Input material
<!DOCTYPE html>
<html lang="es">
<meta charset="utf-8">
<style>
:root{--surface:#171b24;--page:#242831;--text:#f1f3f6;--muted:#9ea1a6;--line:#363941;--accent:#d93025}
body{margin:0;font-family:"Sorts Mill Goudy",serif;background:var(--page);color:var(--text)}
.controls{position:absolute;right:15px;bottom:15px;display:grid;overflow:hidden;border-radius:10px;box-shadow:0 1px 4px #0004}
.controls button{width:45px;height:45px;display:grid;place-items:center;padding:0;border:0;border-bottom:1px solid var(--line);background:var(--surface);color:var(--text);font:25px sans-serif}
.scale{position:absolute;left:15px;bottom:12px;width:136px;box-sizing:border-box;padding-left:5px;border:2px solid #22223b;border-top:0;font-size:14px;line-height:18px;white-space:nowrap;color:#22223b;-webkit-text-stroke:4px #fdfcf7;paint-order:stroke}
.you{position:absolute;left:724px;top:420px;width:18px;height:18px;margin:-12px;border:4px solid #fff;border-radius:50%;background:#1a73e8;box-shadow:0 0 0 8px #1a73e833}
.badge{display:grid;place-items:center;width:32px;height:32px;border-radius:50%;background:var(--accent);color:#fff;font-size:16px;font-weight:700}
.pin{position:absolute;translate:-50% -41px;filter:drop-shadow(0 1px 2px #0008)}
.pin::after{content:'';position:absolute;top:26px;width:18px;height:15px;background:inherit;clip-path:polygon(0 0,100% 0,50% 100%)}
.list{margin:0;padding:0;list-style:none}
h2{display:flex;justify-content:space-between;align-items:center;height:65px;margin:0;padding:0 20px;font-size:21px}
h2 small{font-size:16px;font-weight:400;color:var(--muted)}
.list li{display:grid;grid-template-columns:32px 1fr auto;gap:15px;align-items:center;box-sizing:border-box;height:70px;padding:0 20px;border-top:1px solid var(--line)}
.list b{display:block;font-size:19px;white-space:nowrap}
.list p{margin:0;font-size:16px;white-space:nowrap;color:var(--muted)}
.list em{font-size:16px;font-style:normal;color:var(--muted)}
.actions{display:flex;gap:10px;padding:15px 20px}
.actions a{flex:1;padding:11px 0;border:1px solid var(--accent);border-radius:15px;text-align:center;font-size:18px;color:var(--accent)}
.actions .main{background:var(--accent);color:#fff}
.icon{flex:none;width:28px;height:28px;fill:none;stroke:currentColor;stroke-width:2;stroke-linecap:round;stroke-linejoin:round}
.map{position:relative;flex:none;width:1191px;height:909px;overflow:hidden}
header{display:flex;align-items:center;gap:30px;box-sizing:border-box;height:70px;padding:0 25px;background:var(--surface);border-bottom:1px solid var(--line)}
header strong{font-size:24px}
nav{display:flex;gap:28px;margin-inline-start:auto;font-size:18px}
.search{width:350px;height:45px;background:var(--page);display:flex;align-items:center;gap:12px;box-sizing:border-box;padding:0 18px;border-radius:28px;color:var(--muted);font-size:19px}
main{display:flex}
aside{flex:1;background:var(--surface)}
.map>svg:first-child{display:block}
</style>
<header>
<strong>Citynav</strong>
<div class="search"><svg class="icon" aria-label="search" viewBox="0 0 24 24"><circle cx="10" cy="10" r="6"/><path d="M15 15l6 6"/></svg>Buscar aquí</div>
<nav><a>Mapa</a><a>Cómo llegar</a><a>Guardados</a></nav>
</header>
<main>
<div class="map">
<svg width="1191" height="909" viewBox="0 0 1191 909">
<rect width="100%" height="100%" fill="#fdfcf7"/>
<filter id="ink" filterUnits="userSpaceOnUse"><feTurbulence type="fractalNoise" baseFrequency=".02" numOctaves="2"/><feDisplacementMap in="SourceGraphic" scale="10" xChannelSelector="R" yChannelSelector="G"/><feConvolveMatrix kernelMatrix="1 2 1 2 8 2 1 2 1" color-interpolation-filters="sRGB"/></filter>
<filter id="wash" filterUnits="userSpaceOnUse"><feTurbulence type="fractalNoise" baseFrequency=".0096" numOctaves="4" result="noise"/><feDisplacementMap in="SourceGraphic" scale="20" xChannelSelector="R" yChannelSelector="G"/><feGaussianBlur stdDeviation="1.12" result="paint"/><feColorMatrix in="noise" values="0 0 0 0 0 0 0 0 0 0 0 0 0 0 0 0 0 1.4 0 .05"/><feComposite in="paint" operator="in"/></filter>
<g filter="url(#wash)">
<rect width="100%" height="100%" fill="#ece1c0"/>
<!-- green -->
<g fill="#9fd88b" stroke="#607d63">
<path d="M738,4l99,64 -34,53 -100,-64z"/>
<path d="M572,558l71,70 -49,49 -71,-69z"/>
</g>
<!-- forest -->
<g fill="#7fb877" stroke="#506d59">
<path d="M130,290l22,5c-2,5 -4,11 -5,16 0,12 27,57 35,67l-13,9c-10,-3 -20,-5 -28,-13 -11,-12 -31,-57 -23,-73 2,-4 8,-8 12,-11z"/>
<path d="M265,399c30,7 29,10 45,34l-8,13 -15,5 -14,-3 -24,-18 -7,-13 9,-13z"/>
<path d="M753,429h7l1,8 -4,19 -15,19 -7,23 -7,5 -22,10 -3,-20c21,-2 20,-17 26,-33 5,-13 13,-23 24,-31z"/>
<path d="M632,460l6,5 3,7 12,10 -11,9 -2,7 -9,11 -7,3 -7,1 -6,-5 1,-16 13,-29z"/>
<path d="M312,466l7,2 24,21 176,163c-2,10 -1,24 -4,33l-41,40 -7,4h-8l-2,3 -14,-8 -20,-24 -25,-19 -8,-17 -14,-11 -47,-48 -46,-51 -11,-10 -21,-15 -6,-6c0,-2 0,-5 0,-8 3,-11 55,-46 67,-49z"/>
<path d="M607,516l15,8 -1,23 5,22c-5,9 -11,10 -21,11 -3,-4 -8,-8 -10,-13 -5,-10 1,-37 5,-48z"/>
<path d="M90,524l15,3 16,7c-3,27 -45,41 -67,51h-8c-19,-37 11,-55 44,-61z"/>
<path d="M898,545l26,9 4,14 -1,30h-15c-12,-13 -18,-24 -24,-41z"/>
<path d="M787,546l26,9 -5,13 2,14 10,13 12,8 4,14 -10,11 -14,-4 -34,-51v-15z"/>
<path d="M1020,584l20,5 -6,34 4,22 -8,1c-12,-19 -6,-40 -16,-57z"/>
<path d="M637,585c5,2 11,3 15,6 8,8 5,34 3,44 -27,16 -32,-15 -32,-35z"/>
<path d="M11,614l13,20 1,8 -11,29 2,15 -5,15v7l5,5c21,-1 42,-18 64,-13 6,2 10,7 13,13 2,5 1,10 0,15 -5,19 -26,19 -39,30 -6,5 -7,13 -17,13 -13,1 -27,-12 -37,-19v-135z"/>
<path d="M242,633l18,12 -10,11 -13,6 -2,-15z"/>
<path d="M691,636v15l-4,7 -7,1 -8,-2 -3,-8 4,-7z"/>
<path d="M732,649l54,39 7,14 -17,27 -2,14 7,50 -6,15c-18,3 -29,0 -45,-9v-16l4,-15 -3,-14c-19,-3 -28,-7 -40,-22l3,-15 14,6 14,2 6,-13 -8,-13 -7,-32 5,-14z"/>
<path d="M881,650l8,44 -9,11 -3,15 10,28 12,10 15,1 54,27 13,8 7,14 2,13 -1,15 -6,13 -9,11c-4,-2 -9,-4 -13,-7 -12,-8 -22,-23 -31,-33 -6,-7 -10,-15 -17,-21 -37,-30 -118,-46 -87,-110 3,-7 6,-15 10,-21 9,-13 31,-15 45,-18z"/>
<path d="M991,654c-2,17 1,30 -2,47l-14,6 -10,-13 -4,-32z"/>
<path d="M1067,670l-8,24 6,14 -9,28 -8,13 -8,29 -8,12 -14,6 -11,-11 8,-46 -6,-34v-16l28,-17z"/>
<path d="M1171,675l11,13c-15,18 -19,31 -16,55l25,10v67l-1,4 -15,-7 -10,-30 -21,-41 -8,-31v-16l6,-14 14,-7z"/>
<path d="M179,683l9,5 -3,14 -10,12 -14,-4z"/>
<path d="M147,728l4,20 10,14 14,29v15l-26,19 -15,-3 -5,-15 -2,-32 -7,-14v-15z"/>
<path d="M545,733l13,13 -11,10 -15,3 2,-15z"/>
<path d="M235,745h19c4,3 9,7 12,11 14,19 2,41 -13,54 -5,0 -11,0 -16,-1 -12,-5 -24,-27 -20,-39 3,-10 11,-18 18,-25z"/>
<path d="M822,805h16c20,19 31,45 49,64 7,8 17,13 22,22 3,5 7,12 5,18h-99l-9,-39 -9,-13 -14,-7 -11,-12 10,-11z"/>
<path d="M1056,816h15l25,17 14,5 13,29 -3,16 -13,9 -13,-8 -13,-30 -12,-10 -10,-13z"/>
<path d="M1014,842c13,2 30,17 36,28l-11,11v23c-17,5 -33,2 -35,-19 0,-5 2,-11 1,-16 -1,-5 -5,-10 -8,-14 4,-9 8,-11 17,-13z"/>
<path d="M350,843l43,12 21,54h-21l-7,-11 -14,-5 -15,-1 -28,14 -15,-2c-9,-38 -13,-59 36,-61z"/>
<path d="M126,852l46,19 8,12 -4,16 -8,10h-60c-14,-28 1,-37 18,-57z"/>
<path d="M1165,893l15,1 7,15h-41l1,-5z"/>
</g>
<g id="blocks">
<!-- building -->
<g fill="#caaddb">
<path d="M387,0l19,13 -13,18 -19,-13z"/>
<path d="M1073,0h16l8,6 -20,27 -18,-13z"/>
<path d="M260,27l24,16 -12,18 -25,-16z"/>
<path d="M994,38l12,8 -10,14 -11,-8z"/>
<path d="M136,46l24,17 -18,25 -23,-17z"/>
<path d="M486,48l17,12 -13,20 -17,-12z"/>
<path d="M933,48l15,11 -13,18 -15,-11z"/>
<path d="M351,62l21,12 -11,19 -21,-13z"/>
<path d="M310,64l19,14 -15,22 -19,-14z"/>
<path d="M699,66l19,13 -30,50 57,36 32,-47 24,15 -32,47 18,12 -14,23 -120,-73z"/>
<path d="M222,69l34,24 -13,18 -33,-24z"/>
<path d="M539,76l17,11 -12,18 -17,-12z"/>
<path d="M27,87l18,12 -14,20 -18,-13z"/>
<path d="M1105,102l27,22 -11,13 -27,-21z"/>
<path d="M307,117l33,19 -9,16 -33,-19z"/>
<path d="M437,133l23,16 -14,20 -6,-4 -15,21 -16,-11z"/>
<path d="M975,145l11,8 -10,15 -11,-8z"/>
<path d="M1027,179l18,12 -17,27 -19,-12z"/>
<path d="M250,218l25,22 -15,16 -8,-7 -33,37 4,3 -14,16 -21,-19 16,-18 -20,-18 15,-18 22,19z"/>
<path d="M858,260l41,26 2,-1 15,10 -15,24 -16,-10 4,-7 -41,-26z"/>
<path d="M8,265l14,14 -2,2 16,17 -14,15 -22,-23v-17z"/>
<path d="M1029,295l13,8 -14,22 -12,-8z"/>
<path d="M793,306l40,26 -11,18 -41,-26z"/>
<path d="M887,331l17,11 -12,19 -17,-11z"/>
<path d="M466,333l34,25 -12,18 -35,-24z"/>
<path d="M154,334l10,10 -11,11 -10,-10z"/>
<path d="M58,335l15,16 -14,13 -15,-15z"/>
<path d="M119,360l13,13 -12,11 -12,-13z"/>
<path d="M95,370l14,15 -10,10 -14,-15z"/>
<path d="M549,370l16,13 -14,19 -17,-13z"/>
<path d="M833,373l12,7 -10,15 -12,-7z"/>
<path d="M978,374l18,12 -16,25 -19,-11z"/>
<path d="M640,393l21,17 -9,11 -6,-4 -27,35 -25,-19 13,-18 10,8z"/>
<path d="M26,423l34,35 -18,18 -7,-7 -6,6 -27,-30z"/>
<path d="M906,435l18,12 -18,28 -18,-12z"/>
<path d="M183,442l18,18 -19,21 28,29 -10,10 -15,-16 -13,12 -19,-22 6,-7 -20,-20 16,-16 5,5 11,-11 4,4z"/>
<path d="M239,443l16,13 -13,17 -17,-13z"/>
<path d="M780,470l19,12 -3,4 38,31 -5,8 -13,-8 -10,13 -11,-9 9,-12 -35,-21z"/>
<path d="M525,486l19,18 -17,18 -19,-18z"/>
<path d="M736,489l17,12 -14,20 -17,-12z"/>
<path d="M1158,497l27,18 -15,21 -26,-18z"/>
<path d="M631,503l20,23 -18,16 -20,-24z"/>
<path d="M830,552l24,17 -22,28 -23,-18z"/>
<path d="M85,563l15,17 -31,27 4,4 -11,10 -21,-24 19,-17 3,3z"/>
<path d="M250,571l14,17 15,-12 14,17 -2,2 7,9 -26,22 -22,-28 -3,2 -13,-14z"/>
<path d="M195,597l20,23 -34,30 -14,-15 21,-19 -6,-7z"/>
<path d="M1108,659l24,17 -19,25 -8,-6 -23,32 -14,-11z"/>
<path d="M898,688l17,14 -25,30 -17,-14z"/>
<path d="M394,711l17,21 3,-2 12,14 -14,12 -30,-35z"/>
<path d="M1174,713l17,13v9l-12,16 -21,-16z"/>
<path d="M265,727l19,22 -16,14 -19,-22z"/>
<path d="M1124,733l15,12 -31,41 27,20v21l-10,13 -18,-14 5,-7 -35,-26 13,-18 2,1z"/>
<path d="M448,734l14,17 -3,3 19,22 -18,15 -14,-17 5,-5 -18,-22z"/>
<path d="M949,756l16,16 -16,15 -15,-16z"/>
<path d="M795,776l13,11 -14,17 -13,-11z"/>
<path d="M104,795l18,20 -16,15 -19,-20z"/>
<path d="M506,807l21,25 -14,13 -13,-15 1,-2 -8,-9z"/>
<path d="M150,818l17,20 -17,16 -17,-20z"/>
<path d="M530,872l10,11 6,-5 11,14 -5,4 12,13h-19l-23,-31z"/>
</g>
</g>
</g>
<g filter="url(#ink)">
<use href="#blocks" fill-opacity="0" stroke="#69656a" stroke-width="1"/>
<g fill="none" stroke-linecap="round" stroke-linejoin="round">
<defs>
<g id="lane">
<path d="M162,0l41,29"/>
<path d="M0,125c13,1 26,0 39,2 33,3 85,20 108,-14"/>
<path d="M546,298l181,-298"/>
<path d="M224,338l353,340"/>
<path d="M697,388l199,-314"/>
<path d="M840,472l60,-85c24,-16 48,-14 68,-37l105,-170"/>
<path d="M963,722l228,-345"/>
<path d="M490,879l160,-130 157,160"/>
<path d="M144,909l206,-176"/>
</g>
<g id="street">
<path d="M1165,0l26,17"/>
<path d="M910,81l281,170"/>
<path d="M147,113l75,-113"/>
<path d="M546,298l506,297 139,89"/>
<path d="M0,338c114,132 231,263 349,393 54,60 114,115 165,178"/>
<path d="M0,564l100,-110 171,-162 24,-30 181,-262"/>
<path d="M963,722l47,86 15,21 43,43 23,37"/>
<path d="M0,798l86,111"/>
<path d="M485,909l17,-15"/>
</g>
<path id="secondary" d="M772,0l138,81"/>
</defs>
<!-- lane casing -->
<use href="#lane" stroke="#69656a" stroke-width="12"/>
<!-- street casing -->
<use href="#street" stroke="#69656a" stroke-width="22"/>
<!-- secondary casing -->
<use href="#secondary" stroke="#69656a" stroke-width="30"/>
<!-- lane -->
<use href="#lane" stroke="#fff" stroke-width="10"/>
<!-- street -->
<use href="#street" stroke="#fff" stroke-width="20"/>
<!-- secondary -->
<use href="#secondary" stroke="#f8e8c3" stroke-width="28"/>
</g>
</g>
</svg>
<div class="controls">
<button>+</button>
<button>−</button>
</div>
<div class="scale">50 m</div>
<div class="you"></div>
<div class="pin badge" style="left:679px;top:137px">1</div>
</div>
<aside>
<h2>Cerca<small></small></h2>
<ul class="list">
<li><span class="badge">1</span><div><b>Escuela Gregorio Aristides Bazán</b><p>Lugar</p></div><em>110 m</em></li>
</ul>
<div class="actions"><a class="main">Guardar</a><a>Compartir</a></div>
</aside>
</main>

Work to complete
Give the number of lines in the entries that contain the word "feDisplacementMap", with no other text.

Output below
2